Silver Blog13 must-read papers from AI experts

What research articles do top AI experts in the field recommend? Find out which ones and why, then be sure to add each to your reading to do list.

By Luke Kenworthy, RE.WORK.

All of the below papers are free to access and cover a range of topics from Hypergradients to modeling yield response for CNNs. Each expert also included a reason as to why the paper was picked as well as a short bio.


Jeff Clune, Research Team Lead at OpenAI

We spoke to Jeff back in January, and at that time, he couldn't pick just one paper as a must-read, so we let him pick two. Both papers are listed below:

Learning to Reinforcement Learn (2016) - Jane X Wang et al.

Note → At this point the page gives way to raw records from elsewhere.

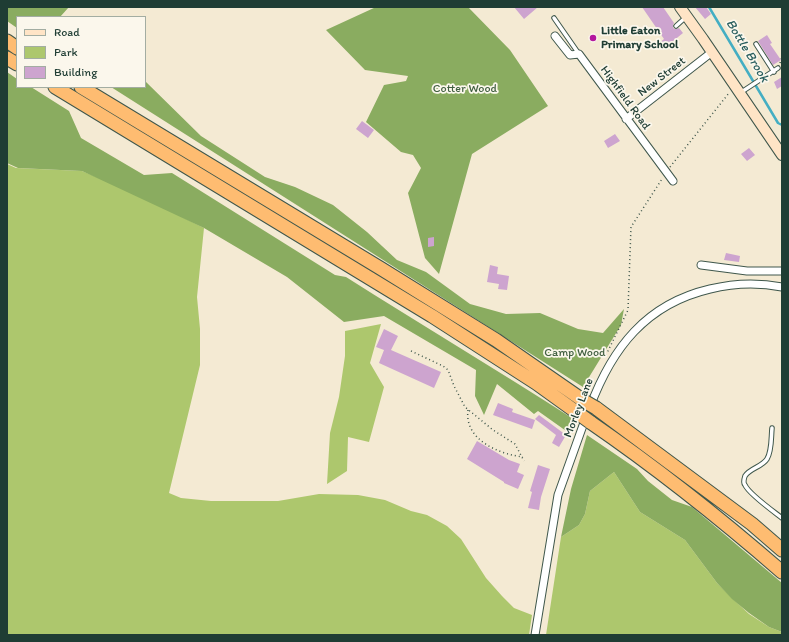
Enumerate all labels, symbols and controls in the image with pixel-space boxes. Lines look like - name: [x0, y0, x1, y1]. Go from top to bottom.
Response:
- legend: [16, 16, 146, 88]
- water label: Bottle Brook: [722, 17, 772, 85]
- place label: Little Eaton Primary School: [601, 24, 678, 52]
- text: Road: [54, 25, 80, 39]
- marker: Little Eaton Primary School: [588, 33, 598, 43]
- text: Park: [54, 45, 78, 59]
- street label: New Street: [635, 54, 689, 100]
- street label: Highfield Road: [597, 63, 653, 133]
- text: Building: [54, 65, 97, 79]
- park label: Cotter Wood: [433, 82, 497, 96]
- park label: Camp Wood: [544, 346, 606, 360]
- street label: Morley Lane: [561, 376, 597, 440]

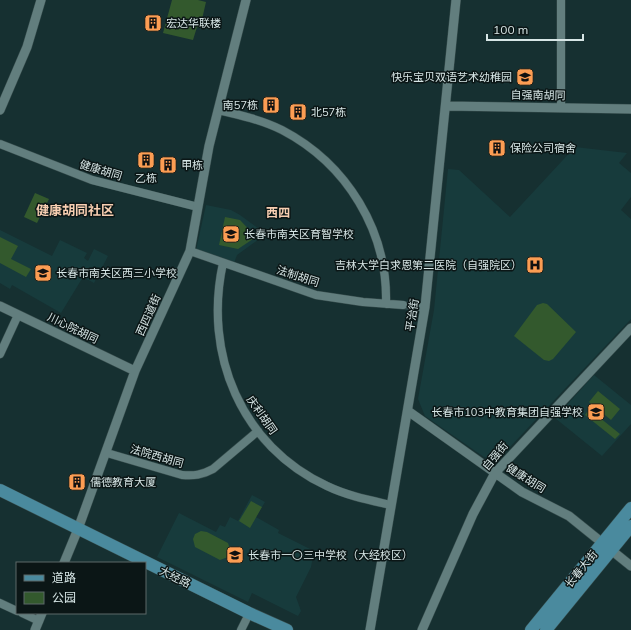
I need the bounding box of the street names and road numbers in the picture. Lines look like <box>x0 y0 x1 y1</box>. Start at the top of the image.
street label: 自强南胡同 <box>510 88 566 102</box>
street label: 健康胡同 <box>78 157 124 183</box>
street label: 法制胡同 <box>275 263 321 289</box>
street label: 西四道街 <box>133 292 163 338</box>
street label: 平治街 <box>403 298 421 332</box>
street label: 川心院胡同 <box>45 310 101 346</box>
street label: 庆利胡同 <box>244 393 280 437</box>
street label: 自强街 <box>479 439 511 473</box>
street label: 法院西胡同 <box>129 442 185 470</box>
street label: 健康胡同 <box>504 460 548 496</box>
street label: 长春大街 <box>562 547 600 591</box>
street label: 大经路 <box>157 563 193 591</box>

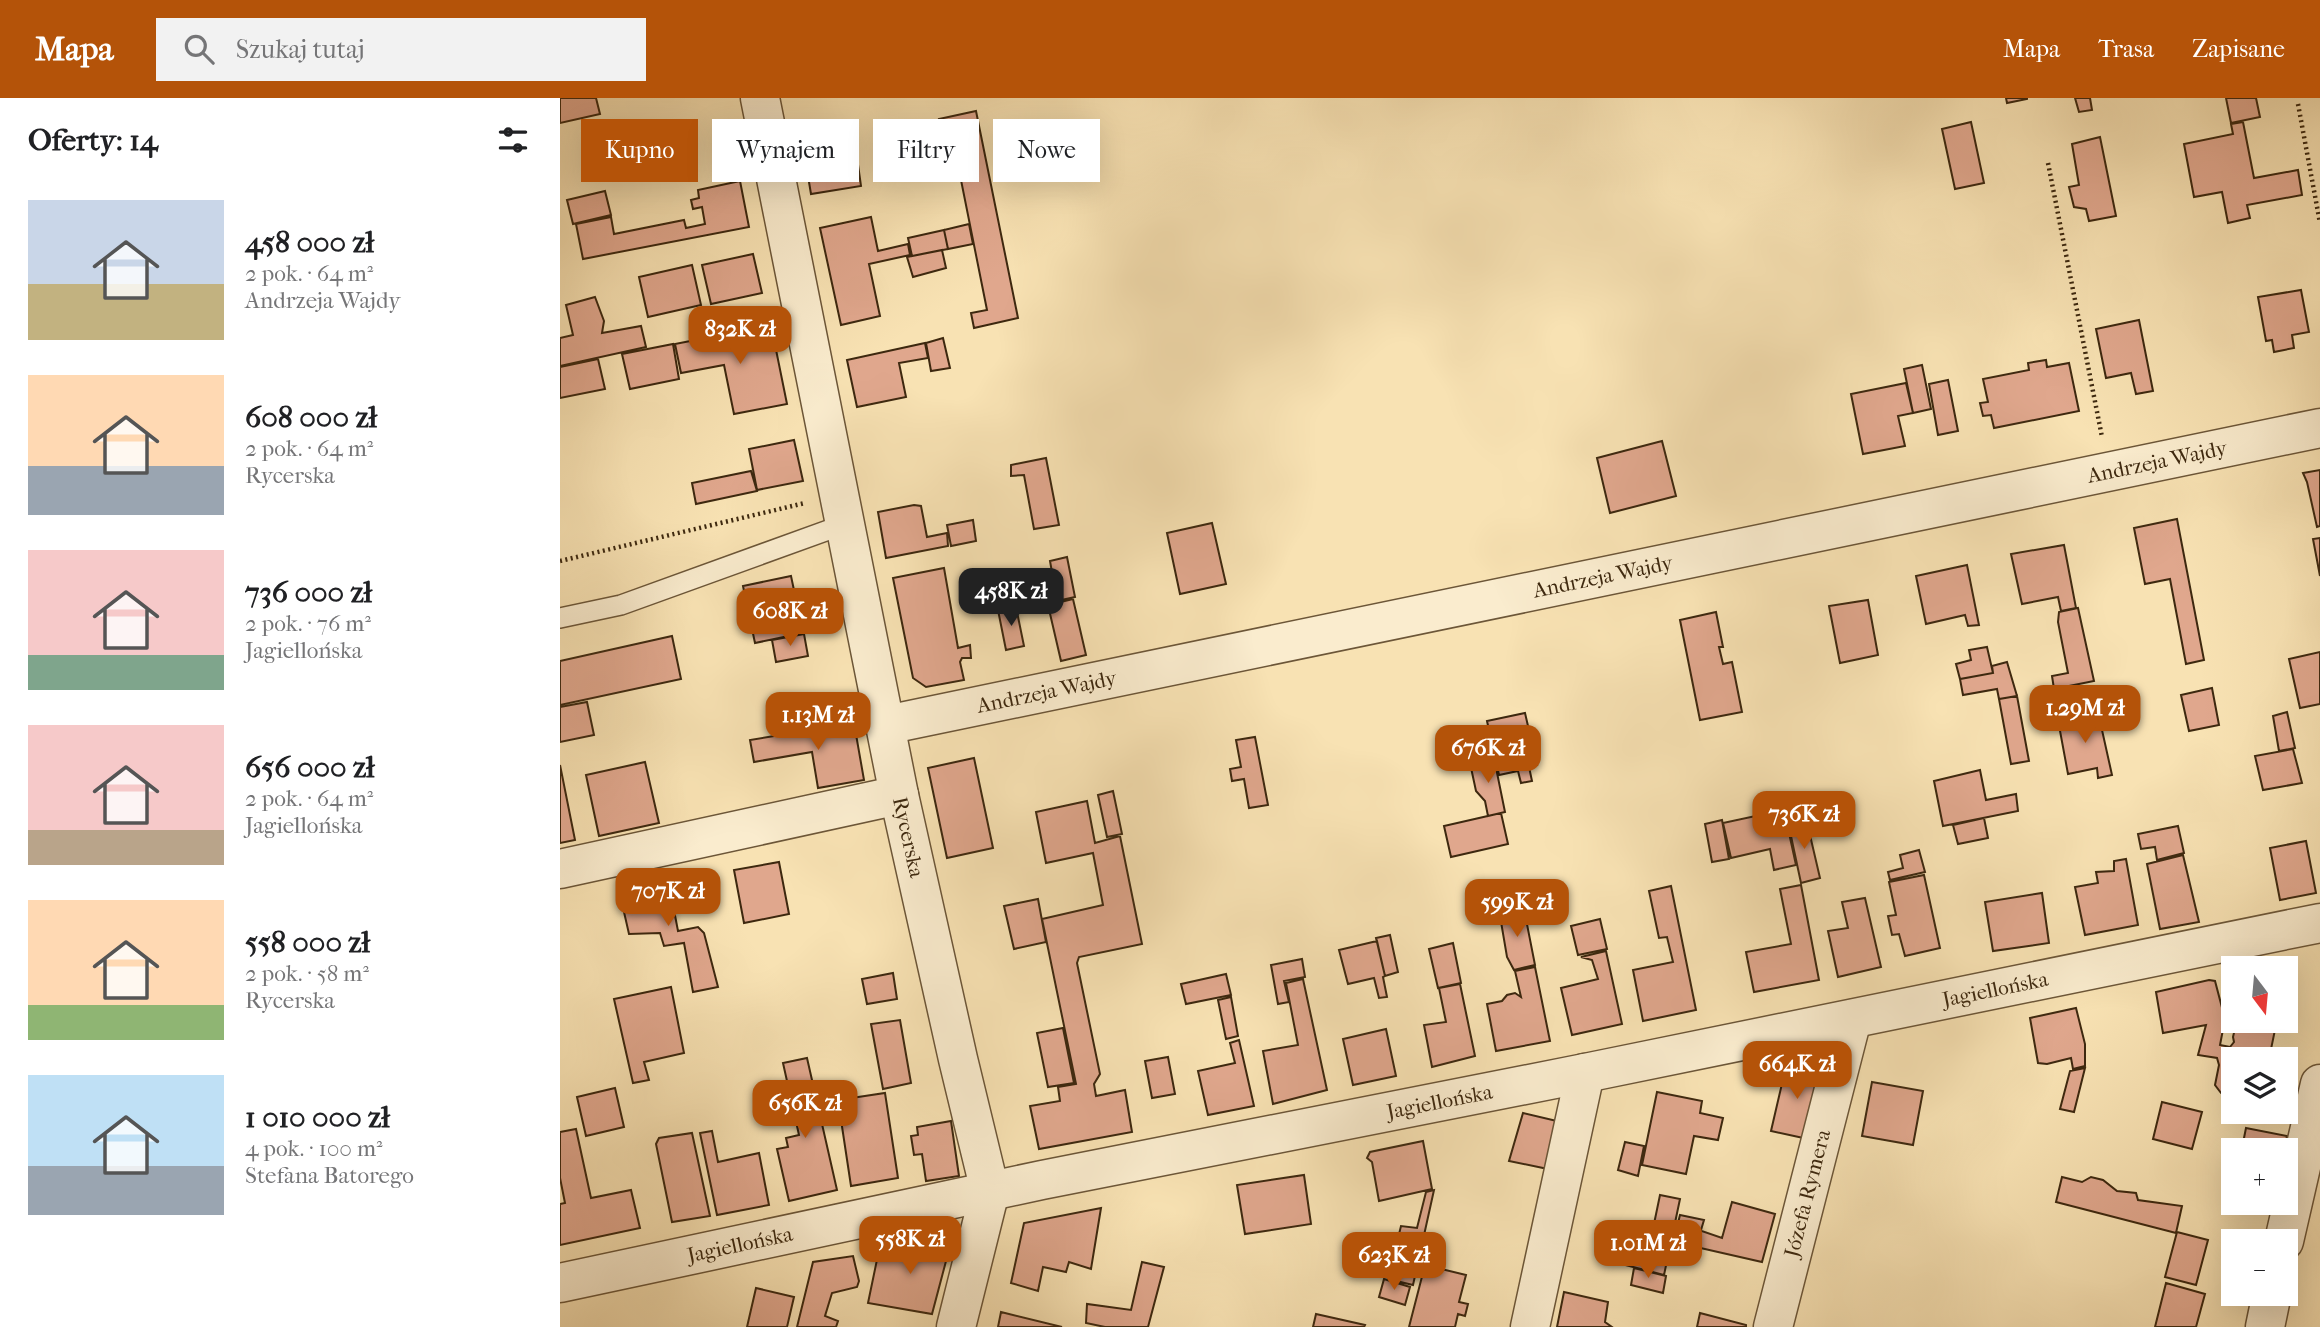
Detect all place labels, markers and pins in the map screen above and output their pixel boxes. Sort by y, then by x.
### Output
pin: 832K zł [675,306,805,366]
pin: 458K zł [946,568,1076,628]
pin: 608K zł [725,588,855,648]
pin: 1.29M zł [2013,686,2157,745]
pin: 1.13M zł [746,692,890,752]
pin: 676K zł [1423,726,1553,785]
pin: 736K zł [1739,792,1869,851]
pin: 707K zł [603,868,733,928]
pin: 599K zł [1452,880,1582,939]
pin: 664K zł [1732,1042,1862,1101]
pin: 656K zł [740,1080,870,1140]
pin: 558K zł [845,1216,975,1276]
pin: 1.01M zł [1576,1220,1720,1280]
pin: 623K zł [1329,1232,1459,1292]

This paper unpacks two key talking points, the limitations of sparse training data, and also if recurrent networks can support meta-learning in a fully supervised context. These points are addressed in seven proof-of-concept experiments, each of which examines a key aspect of deep meta-RL. We consider prospects for extending and scaling up the approach and also point out some potentially important implications for neuroscience.

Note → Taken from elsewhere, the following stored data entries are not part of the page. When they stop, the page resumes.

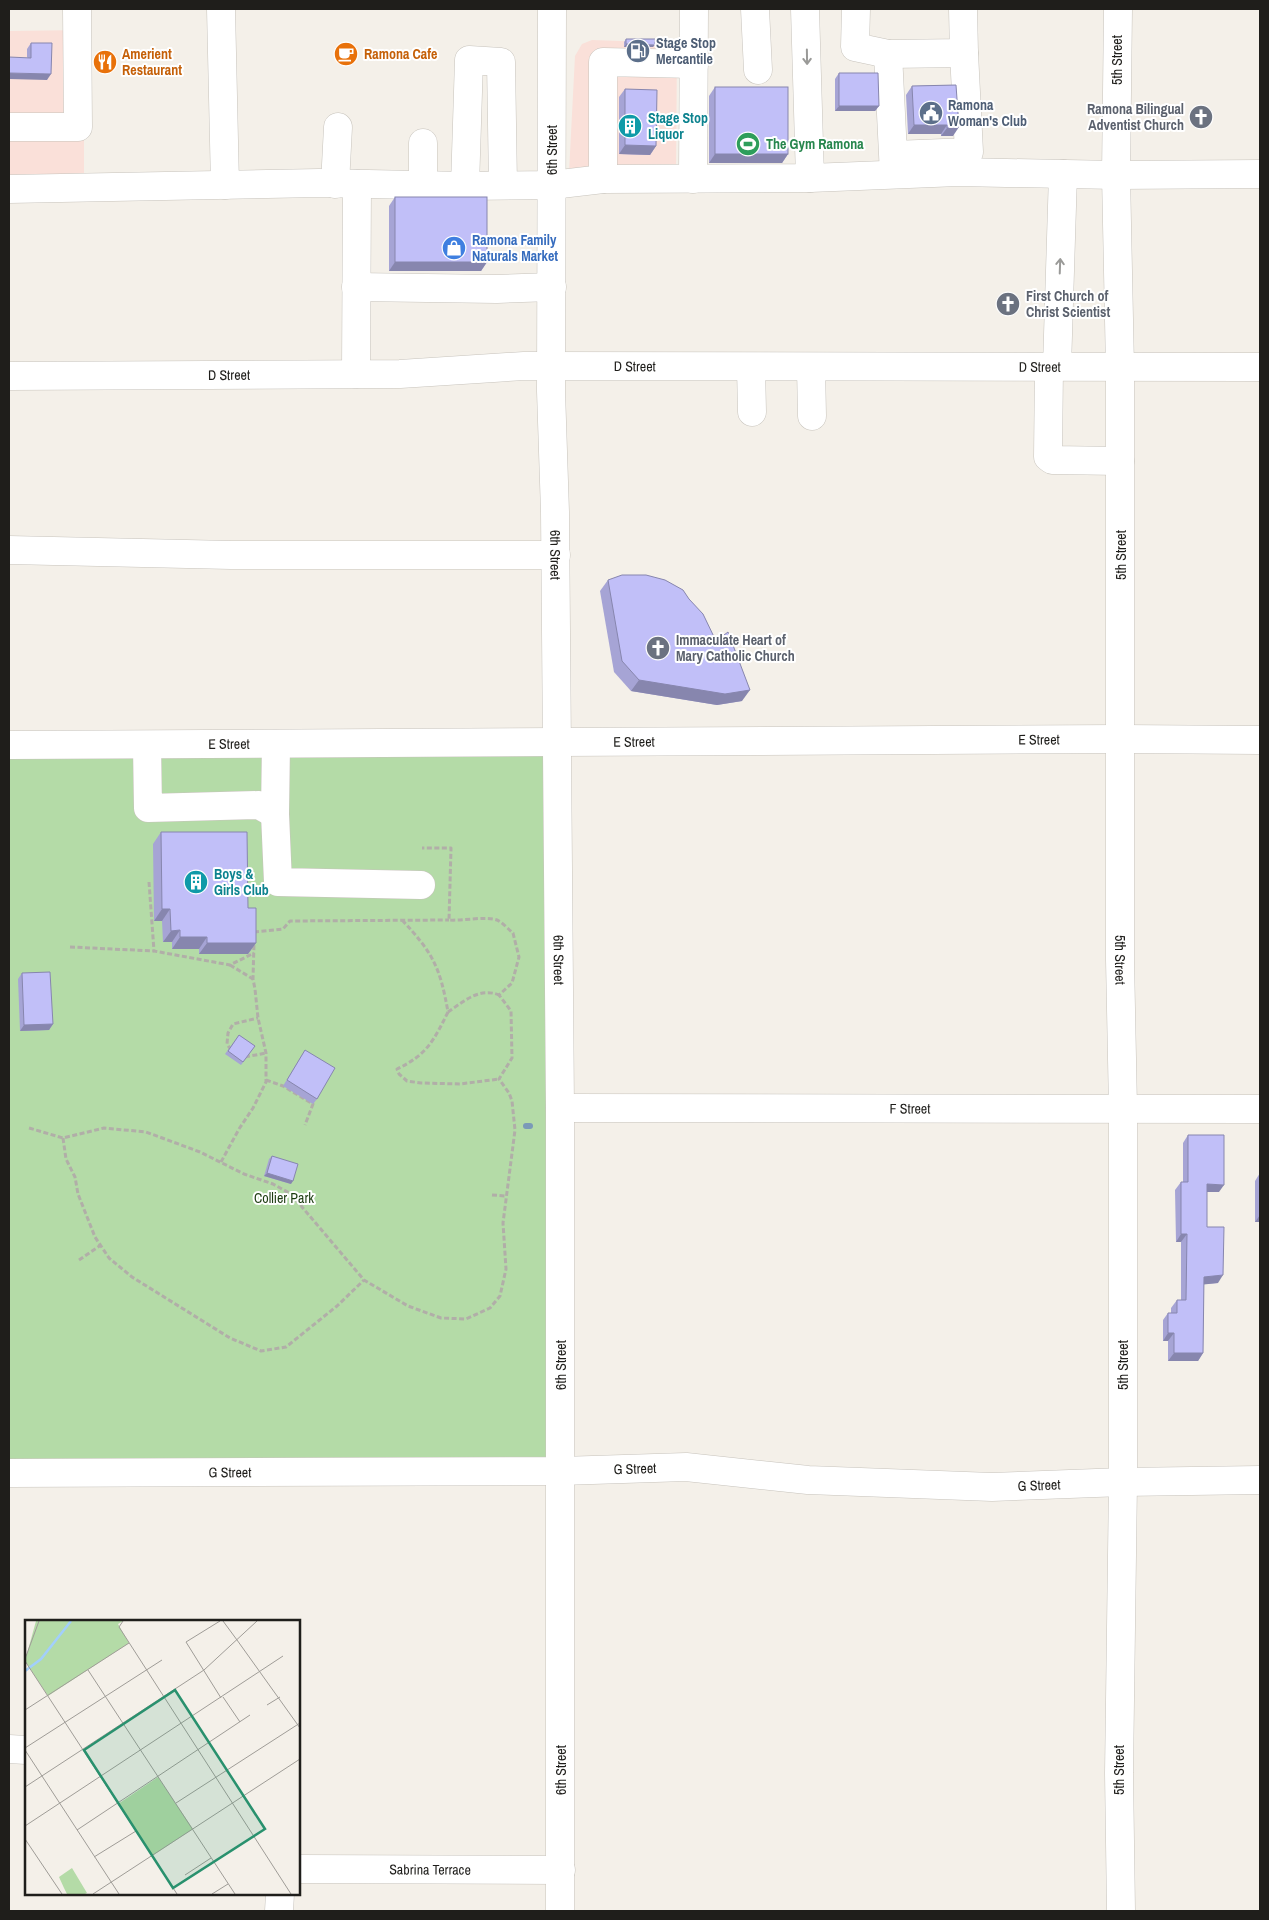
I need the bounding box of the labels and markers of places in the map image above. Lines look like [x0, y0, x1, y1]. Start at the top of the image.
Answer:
place label: Stage Stop Mercantile [656, 34, 716, 68]
fuel station icon: Stage Stop Mercantile [625, 38, 651, 64]
cafe icon: Ramona Cafe [333, 41, 359, 67]
place label: Amerient Restaurant [122, 45, 182, 79]
place label: Ramona Cafe [364, 45, 437, 63]
restaurant icon: Amerient Restaurant [92, 49, 118, 75]
place label: Ramona Woman's Club [948, 96, 1027, 130]
public building icon: Ramona Woman's Club [918, 100, 944, 126]
place label: Ramona Bilingual Adventist Church [1087, 100, 1184, 134]
church icon: Ramona Bilingual Adventist Church [1188, 104, 1214, 130]
place label: Stage Stop Liquor [648, 109, 708, 143]
building icon: Stage Stop Liquor [617, 113, 643, 139]
sports icon: The Gym Ramona [735, 131, 761, 157]
place label: The Gym Ramona [766, 135, 864, 153]
place label: Ramona Family Naturals Market [472, 231, 558, 265]
shop icon: Ramona Family Naturals Market [441, 235, 467, 261]
place label: First Church of Christ Scientist [1026, 287, 1110, 321]
church icon: First Church of Christ Scientist [995, 291, 1021, 317]
place label: Immaculate Heart of Mary Catholic Church [676, 631, 795, 665]
church icon: Immaculate Heart of Mary Catholic Church [645, 635, 671, 661]
place label: Boys & Girls Club [214, 865, 269, 899]
building icon: Boys & Girls Club [183, 869, 209, 895]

Gradient-based Hyperparameter Optimization through Reversible Learning (2015) - Dougal Maclaurin, David Duvenaud, and Ryan P. Adams.

The second paper recommended by Jeff computes exact gradients of cross-validation performance with respect to all hyperparameters by chaining derivatives backward through the entire training procedure. These gradients allow the optimization of thousands of hyperparameters, including step-size and momentum schedules, weight initialization distributions, richly parameterized regularization schemes, and neural network architectures.


Shalini Ghosh, Principal Scientist (Global) and Leader of Machine Learning Research Team, Smart TV division, Samsung Research America

Long Short-Term Memory (1997) - Sepp Hochreiter and Jürgen Schmidhuber (free version)

This (paper) was a seminal paper in 1997, with ideas that were ahead of its time. It's only in recent times (e.g., last 6 years or so) that the hardware accelerators have been able to run the training/serving operations of LSTMs, which led to LSTMs being used successfully for many applications (e.g., language modeling, gesture prediction, user modeling). The memory-based sequence modeling architecture of LSTMs has been very influential -- it has inspired many recent refinements, e.g., Transformers. This paper has influenced my work heavily.

Efficient Incremental Learning for Mobile Object Detection (2019) - Dawei Li et al.

This paper discusses a novel variant of the popular object detection model RetinaNet and introduces a paradigm of incremental learning that is useful for this and other applications of multimodal learning. The key ideas and incremental learning formulation used in this paper would be useful for anyone working on computer vision and could pave the path for future innovation in efficient incremental algorithms that are effective for mobile devices.


Kenneth Stanley, Charles Millican Professor (UCF) and Senior Research Manager, Uber

Emergent Tool Use From Multi-Agent Autocurricula (2019) - Bowen Baker et al.

Ken chose this paper as it gives a unique example of emergent behaviours with a hint of the beginnings of open-endendness. The paper itself finds clear evidence of six emergent phases in agent strategy in our environment, each of which creates a new pressure for the opposing team to adapt; for instance, agents learn to build multi-object shelters using moveable boxes which in turn leads to agents discovering that they can overcome obstacles using ramps.

Open-endedness: The last grand challenge you've never heard of (2017) - Kenneth Stanley et al.

We allowed Ken to also include a paper from himself and his colleagues, with his suggestion being "A non-technical introduction to the challenge of open-endedness." This paper in description explains just what this challenge is, its amazing implications if solved, and how to join the quest if we've inspired your interest.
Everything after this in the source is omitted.